Saved data entries

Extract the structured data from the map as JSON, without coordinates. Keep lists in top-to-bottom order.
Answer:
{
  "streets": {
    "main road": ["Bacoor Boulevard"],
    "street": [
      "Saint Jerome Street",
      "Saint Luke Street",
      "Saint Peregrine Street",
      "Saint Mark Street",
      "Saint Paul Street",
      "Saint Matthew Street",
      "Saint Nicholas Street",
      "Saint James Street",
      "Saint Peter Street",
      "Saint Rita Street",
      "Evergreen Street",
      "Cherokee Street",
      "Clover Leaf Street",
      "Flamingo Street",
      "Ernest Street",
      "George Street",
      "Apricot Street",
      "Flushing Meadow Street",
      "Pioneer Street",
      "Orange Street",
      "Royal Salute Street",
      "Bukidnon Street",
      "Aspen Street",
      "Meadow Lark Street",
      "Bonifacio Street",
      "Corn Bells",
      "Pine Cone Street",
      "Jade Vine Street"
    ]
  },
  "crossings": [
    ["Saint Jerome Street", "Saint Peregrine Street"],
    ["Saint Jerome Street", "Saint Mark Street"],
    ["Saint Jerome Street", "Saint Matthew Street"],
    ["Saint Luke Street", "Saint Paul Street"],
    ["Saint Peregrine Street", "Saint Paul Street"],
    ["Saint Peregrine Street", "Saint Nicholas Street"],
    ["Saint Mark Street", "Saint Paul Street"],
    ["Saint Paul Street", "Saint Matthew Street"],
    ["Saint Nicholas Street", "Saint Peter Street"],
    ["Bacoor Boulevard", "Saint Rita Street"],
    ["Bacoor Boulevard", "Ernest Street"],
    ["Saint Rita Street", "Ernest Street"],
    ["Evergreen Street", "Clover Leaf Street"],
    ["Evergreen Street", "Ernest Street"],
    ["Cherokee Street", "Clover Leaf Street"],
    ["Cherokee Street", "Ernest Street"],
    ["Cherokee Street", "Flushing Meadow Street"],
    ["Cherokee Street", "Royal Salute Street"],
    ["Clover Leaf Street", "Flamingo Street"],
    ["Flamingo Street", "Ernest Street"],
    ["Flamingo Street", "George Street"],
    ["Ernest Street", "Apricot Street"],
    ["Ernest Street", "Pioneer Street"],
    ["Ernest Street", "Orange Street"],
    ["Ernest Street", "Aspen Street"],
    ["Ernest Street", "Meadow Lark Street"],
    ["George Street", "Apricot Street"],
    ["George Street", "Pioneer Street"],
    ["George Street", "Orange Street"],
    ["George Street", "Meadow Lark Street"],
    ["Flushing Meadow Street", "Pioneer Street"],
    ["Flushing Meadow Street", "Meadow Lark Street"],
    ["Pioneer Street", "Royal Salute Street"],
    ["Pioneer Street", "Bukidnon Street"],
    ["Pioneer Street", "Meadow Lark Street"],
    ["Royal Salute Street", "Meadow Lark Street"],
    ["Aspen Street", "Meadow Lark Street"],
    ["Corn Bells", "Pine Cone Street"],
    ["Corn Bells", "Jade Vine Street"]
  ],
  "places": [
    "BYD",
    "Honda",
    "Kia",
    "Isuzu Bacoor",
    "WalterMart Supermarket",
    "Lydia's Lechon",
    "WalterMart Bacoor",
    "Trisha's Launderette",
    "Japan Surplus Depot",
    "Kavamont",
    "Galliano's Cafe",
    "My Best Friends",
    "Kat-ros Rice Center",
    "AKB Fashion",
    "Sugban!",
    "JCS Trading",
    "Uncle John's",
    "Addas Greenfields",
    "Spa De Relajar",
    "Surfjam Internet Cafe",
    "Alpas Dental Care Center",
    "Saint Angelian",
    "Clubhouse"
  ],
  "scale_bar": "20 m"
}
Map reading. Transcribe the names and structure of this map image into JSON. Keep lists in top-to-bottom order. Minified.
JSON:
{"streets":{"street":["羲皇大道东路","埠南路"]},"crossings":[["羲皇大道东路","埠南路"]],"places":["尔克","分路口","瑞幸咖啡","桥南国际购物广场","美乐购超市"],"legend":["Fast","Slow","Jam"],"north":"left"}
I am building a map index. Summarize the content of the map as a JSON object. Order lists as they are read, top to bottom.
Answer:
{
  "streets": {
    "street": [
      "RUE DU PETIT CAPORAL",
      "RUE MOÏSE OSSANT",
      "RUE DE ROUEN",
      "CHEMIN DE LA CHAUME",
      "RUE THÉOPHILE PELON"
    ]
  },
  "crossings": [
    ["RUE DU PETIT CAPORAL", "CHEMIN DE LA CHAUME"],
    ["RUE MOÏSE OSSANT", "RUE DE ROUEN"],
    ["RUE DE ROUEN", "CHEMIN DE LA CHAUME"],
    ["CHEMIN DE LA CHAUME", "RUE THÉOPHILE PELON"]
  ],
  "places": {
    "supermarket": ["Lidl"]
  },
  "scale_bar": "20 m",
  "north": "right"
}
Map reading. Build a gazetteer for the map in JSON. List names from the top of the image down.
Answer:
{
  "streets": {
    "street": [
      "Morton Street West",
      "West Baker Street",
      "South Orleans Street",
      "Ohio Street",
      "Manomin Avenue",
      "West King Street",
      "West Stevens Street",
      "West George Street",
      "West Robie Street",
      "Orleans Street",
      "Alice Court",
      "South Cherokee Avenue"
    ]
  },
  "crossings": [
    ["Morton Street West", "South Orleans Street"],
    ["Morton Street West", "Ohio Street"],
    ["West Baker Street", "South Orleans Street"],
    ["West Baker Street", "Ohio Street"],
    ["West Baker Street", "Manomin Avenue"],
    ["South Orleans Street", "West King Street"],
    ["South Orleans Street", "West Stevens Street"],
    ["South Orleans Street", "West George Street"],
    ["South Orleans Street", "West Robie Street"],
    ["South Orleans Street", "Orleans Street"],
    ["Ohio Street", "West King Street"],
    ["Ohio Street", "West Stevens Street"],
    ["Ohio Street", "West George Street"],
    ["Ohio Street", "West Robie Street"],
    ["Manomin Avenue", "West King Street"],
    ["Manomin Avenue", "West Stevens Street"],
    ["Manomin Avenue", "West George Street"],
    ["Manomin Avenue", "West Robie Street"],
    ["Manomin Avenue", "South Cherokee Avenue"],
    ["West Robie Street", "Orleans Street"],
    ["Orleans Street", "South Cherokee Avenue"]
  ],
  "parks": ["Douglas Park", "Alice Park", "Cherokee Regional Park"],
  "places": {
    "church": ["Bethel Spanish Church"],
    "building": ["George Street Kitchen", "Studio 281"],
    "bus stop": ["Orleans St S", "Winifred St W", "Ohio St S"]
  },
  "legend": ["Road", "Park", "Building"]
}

Work to be completed
Count how many lines above contain the word "Boulevard". Reply with the number alone.

Result for this exercise
3